Capitalized Interest: A portion of bond proceeds that are set aside to pay interest on the bonds until the projects funded by those bonds are built, operating, and capable of generating revenues for making debt service payments.

Carryover: The process in which, at the end of one fiscal year, appropriation authority for previously-approved encumbrances and unexpended grant and capital funds are carried forward to the next fiscal year.

Cash Management: An effort to manage cash flows in such a way that interest and penalties paid are minimized and interest earned is maximized.

Categorical Grants: A type of grant that may only be used for a specific program that is usually limited to a narrowly defined activity. Categorical grants consist of formula, . project, and formula-project grants.

Certificate of Participation (COP): A form of lease obligation in which the county enters into an agreement to pay a fixed amount annually to a third party, usually a nonprofit agency or a private leasing company. Otherwise, they do what municipal bonds do: They raise money to acquire equipment or construct a facility. According to municipal finance experts, almost anything can be engineered for lease. COPs are similar to bonds, but are not legally classified as such, meaning that state and local governments can issue them without voter approval and without affecting their overall bonding capacity.

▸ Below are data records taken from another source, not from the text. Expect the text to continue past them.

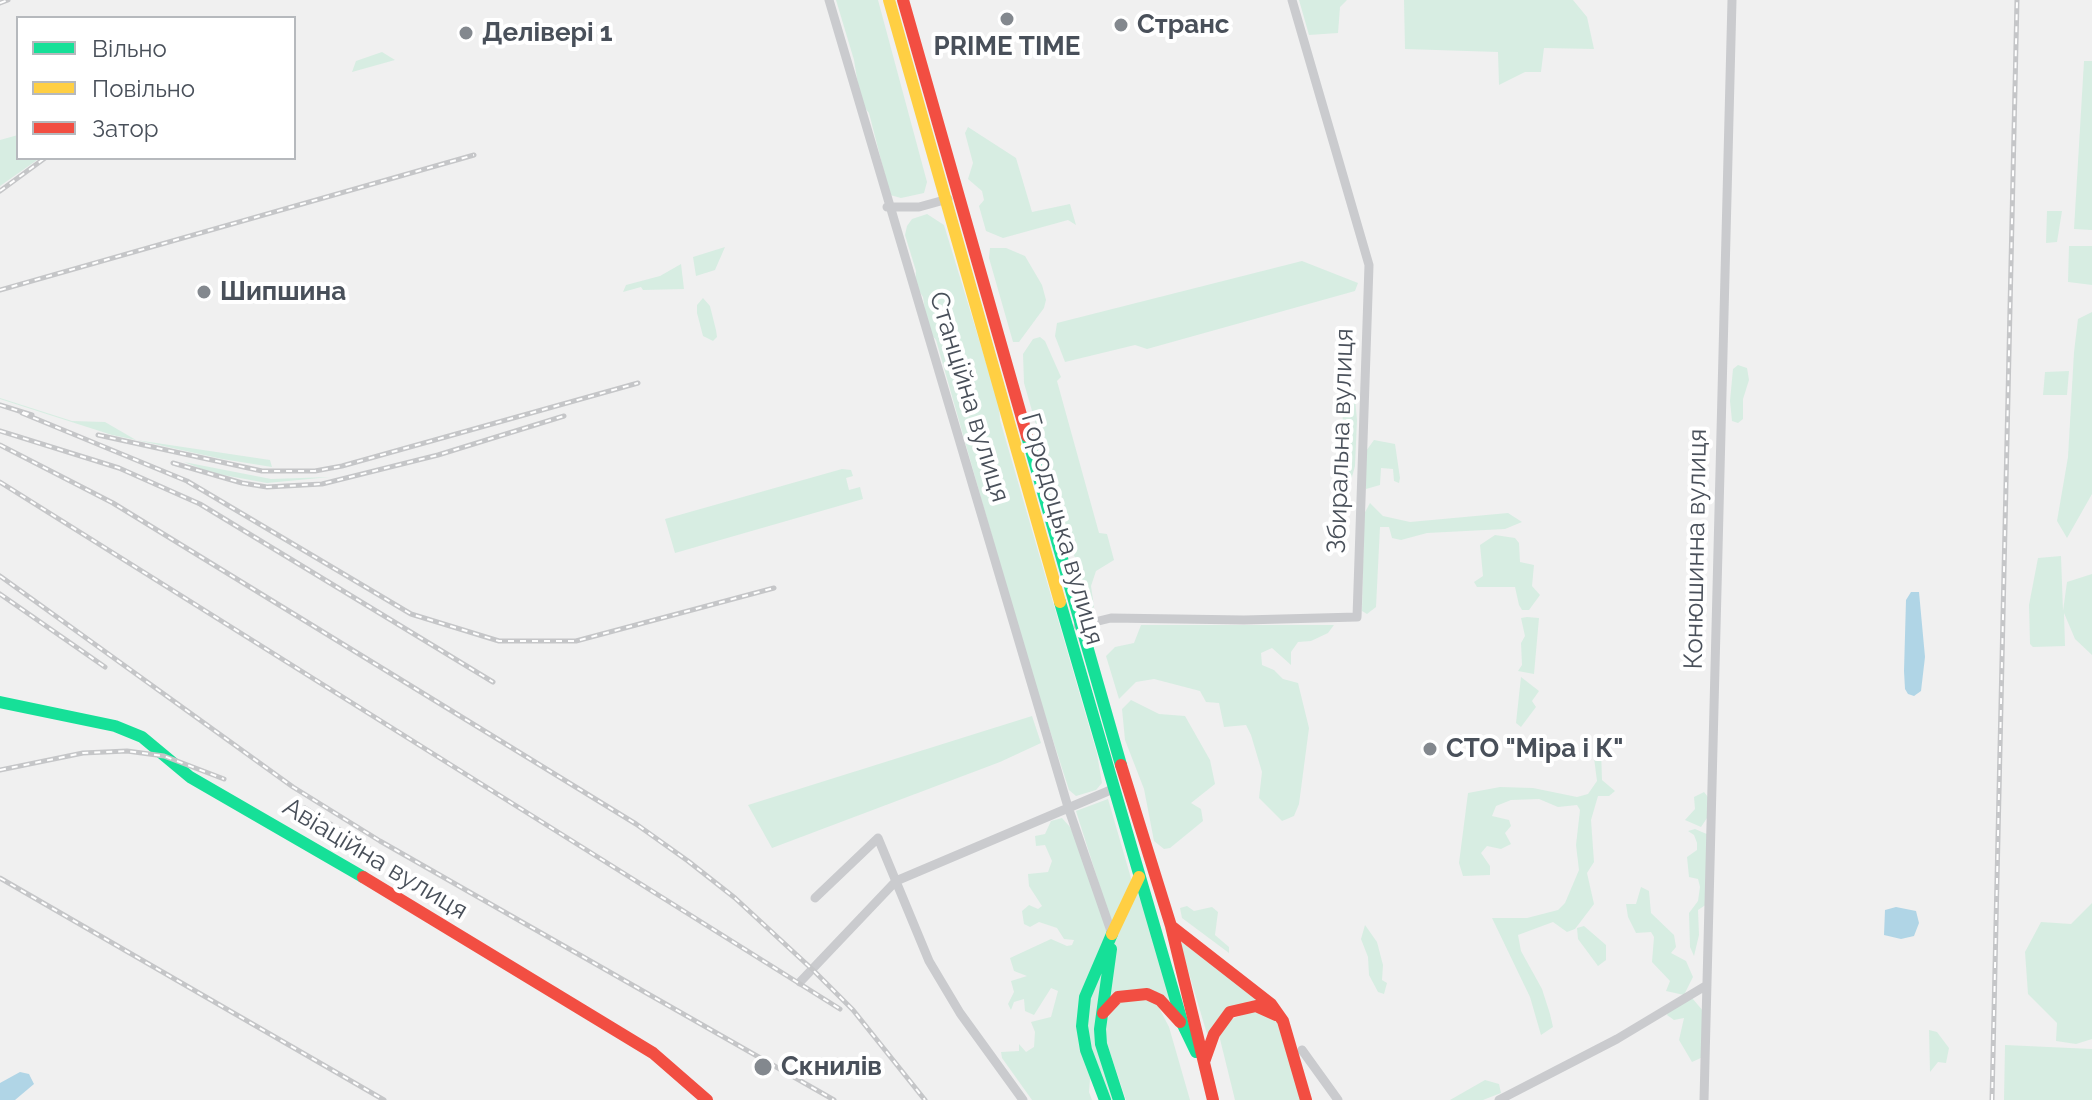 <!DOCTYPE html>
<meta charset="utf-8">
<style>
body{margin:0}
#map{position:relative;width:2092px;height:1100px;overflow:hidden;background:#f0f0f0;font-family:Raleway,sans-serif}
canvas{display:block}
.legend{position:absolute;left:16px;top:16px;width:280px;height:144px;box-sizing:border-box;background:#fff;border:2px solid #b6b9bd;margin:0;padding:10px 14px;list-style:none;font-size:24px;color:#49505a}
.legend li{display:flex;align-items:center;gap:16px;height:40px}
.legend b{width:40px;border:2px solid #b6b9bd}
</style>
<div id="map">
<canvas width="2092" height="1100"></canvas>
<ul class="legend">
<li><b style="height:10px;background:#16e098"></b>Вільно</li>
<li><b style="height:10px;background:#ffcf43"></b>Повільно</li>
<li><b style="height:10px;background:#f24e42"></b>Затор</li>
</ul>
</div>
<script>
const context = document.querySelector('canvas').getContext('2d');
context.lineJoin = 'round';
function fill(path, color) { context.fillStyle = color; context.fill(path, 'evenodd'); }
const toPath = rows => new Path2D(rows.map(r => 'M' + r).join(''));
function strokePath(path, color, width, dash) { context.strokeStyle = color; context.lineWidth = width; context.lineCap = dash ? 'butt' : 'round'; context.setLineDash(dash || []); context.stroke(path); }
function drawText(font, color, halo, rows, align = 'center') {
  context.font = font + ' Raleway,sans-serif'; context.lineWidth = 8; context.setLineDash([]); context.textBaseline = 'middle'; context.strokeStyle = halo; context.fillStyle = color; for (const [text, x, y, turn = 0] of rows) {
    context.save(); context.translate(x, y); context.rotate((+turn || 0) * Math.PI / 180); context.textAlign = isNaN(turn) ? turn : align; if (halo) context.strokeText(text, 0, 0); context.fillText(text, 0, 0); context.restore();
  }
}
fill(toPath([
 [836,0,878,0,927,182,924,193,901,198,890,195,869,113,861,103,854,60],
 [1299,0,1347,0,1340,7,1338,33,1309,35],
 [1404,0,1573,0,1587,17,1594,49,1544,48,1541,72,1525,72,1499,85,1498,52,1405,49],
 [382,52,395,60,352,72,356,61],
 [2084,61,2092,61,2092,230,2074,229],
 [968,127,1016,158,1032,212,1070,204,1076,225,1068,220,1003,238,986,231,979,206,984,200,982,191,968,179,973,163,965,133],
 [18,135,18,158,40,158,0,186,0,140],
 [2047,211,2062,211,2057,242,2046,243],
 [927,214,944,225,999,405,1000,420,1097,754,1102,783,1096,790,1076,796,1069,790,1026,656,936,340,928,331,923,297,915,285,916,271,905,235,907,226,912,219],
 [2069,246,2092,246,2092,285,2068,282],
 [725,247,715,270,696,276,693,257],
 [990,248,1006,248,1025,256,1042,285,1046,300,1044,308,1019,342,1013,342,989,258],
 [1302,261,1358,283,1355,291,1147,349,1135,345,1065,362,1055,336,1057,323],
 [681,264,684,289,643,290,641,287,623,292,626,285,660,276],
 [703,298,710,306,716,330,717,337,713,341,703,336,697,313,697,305],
 [2092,312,2092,494,2067,538,2057,521,2068,457,2074,352,2078,319],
 [1040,337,1045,341,1061,377,1057,381,1099,533,1107,534,1114,560,1096,571,1091,586,1094,607,1090,611,1085,608,1081,567,1073,554,1024,383,1023,354,1033,339],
 [1738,365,1747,368,1749,380,1743,399,1743,419,1738,423,1732,421,1730,401,1733,369],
 [2069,371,2067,395,2043,395,2045,372],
 [1348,376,1354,388,1357,420,1355,466,1348,491,1342,489,1343,389],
 [0,399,0,398,72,421,105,422,136,440,112,435],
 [136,440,270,460,272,467,222,459],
 [1374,440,1395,444,1400,478,1399,483,1394,481,1393,469,1381,468,1380,485,1366,489,1366,451],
 [184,462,271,479,330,477,267,483,212,473],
 [842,469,851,470,853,476,846,478,849,490,860,487,863,499,675,553,665,519],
 [1370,503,1383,516,1410,522,1508,513,1522,522,1505,529,1427,533,1401,540,1392,538,1389,527,1380,527,1376,607,1367,614,1362,611,1364,514],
 [1495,535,1515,538,1519,543,1520,562,1534,565,1532,586,1540,595,1529,610,1522,610,1519,605,1515,587,1477,587,1474,582,1483,576,1480,545],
 [2061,556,2063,611,2067,582,2092,574,2092,655,2075,639,2064,613,2065,646,2033,647,2030,644,2029,605,2038,558],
 [1527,617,1539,618,1534,674,1518,671,1522,665,1521,643,1525,636,1521,618],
 [1141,625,1334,625,1328,633,1311,641,1298,642,1291,652,1291,665,1272,648,1261,653,1262,665,1274,670,1283,679,1298,683,1309,728,1299,804,1294,816,1282,821,1259,798,1262,772,1251,735,1246,725,1224,727,1219,703,1206,702,1200,691,1154,679,1136,682,1119,699,1106,656,1115,647,1134,643],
 [1521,677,1539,691,1532,701,1536,707,1521,727,1516,723],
 [1131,700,1159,714,1185,716,1210,760,1215,784,1191,803,1201,809,1203,821,1170,848,1164,849,1154,841,1144,789,1125,740,1122,709],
 [1032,716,1041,743,1000,762,772,848,748,805],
 [1601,750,1602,780,1615,791,1609,796,1598,796,1591,820,1594,862,1587,873,1594,904,1575,929,1567,932,1553,922,1518,935,1521,951,1542,989,1550,1014,1553,1027,1541,1035,1530,997,1492,918,1527,918,1558,910,1565,903,1579,870,1576,845,1580,810,1577,805,1558,807,1539,799,1511,800,1496,806,1492,816,1509,820,1511,826,1505,833,1511,844,1501,849,1487,846,1481,853,1490,866,1490,875,1463,876,1459,863,1468,793,1500,787,1533,788,1577,797,1588,794,1597,781,1594,758,1596,751],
 [1704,792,1708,797,1707,818,1701,827,1685,820,1695,809,1694,797],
 [1108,799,1133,885,1112,925,1076,811],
 [1062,818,1070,827,1092,874,1108,937,1096,1032,1115,1100,1109,1100,1090,1079,1089,1092,1092,1100,1032,1100,1002,1058,1001,1052,1019,1051,1019,1044,1026,1052,1034,1047,1035,1032,1031,1022,1051,1017,1058,991,1051,988,1034,1015,1025,1011,1024,999,1014,1002,1011,1010,1008,1004,1014,992,1011,981,1027,976,1014,971,1010,958,1051,939,1067,946,1072,945,1074,940,1064,939,1057,928,1039,922,1030,927,1024,924,1022,911,1029,905,1038,909,1042,906,1029,886,1028,874,1048,872,1052,861,1045,845,1036,846,1035,836,1045,834,1051,821],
 [1695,829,1709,835,1707,904,1698,910,1699,935,1694,956,1690,947,1689,913,1698,901,1700,887,1698,879,1689,877,1687,857,1697,850,1697,843,1694,835,1688,831],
 [1140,887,1171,1001,1110,999,1115,938],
 [1641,887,1649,891,1651,913,1674,935,1676,947,1671,953,1686,961,1693,977,1684,995,1666,991,1670,981,1652,962,1654,937,1651,932,1636,933,1628,917,1626,904,1636,904],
 [2092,903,2092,1039,2076,1044,2056,1041,2057,1023,2028,994,2025,952,2041,922,2071,924],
 [1187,906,1194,911,1212,907,1218,912,1215,935,1229,947,1229,953,1182,918,1180,908],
 [1365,925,1377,942,1383,965,1382,980,1387,983,1384,994,1378,992,1369,975,1368,957,1361,939],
 [1584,926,1606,945,1606,960,1598,966,1578,939,1577,928],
 [1179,940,1264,1003,1249,1001,1207,1034],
 [1129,998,1156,1002,1169,1027,1190,1100,1126,1100,1104,1035,1105,1023,1115,1006],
 [1692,998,1704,1012,1703,1057,1692,1062,1679,1040,1684,1018,1674,1020,1667,1015,1669,1009],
 [1255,1010,1277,1022,1301,1100,1235,1100,1219,1035,1227,1021],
 [1929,1030,1937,1032,1949,1048,1946,1063,1938,1062,1930,1072],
 [2005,1045,2092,1049,2092,1100,2004,1100],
 [1485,1080,1499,1084,1501,1093,1483,1100,1450,1100]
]), '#d7ede2');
fill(toPath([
 [1911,592,1919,592,1925,657,1921,691,1914,696,1908,694,1905,689,1904,671,1906,600],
 [1896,907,1916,911,1919,923,1914,936,1901,939,1884,935,1885,910],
 [20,1072,29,1074,34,1084,15,1100,0,1100,0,1083]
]), '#b0d5e6');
strokePath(toPath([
 [829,0,1068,807,1112,934],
 [887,207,919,207,948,199],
 [1078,626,1111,618,1244,620,1357,617,1369,265,1292,0],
 [815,898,878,838,929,961,960,1013,1023,1100],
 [800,982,896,881,1113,789],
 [1302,1050,1338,1100],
 [1499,1100,1617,1039,1707,985],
 [1704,1100,1732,0]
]), '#cacbce', 9);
strokePath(toPath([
 [1027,436,1121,765],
 [1060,602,1183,1025,1196,1052],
 [0,702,115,726,142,737,190,777,363,877],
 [1111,949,1100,1029,1101,1044,1119,1100],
 [1105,1100,1086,1050,1082,1026,1085,997,1112,934]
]), '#16e098', 12);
strokePath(toPath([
 [889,0,1060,602],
 [1112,934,1139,877]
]), '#ffcf43', 12);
strokePath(toPath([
 [903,0,1027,436],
 [1121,765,1171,926,1213,1100],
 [363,877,653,1053,707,1100],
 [1171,926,1271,1004,1283,1021,1306,1100],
 [1103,1013,1118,997,1147,994,1160,1000,1180,1022],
 [1204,1062,1214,1034,1230,1012,1256,1006,1276,1015]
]), '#f24e42', 12);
const rail = toPath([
 [0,3,8,0],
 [0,191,45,158],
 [0,290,474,155],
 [0,405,32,415],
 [22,413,187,481,411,614,499,641,576,641,774,588],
 [0,431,119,468,200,504,493,682],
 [98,435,262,471,315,471,342,466,638,383],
 [0,445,113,503,636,824,688,861,735,898,813,970,853,1010,925,1100],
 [173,463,242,483,267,487,322,484,438,455,564,416],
 [0,482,840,1009],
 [0,576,293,787,380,841,834,1100],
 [0,594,105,667],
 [0,770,83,753,127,751,164,756,224,779],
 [305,808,369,848],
 [0,878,384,1100],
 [1992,1100,2017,0]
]);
strokePath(rail, '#c5c6c8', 5);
strokePath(rail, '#fff', 2, [6]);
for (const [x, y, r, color] of [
 [1007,19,8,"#83888e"],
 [1121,25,8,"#83888e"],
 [466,33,8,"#83888e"],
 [204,292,8,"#83888e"],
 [1430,749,8,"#83888e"],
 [763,1067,10,"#83888e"]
]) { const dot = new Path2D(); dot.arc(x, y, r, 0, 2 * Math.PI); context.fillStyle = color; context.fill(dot); strokePath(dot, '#fff', 3); }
drawText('bold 26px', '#49505a', '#fff', [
 ["Странс",1137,25],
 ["Делівері 1",482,33],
 ["PRIME TIME",1007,47,"center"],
 ["Шипшина",220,292],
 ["СТО \"Міра і К\"",1446,749],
 ["Скнилів",781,1067]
], 'left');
drawText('26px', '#49505a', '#fff', [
 ["Станційна вулиця",969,397,73],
 ["Збиральна вулиця",1341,441,-88],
 ["Городоцька вулиця",1062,529,74],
 ["Конюшинна вулиця",1696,549,-89],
 ["Авіаційна вулиця",375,859,31]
]);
</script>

Circuit Breaker: A type of residential property tax relief in which benefits depend on income and/or wealth and property tax payments. A circuit breaker usually takes one of two forms. Under the threshold approach, an "acceptable" tax burden is defined as some fixed percentage of household income (different percentages may be set for different income levels), and any tax above this portion of income is "excessive" and qualifies for relief. The portion of income that is deemed an acceptable tax burden is the threshold level. Under the sliding scale approach, no threshold is defined. Rather, a fixed percentage of the property tax is rebated for each eligible taxpayer within an income class. The rebate percentage declines as income increases.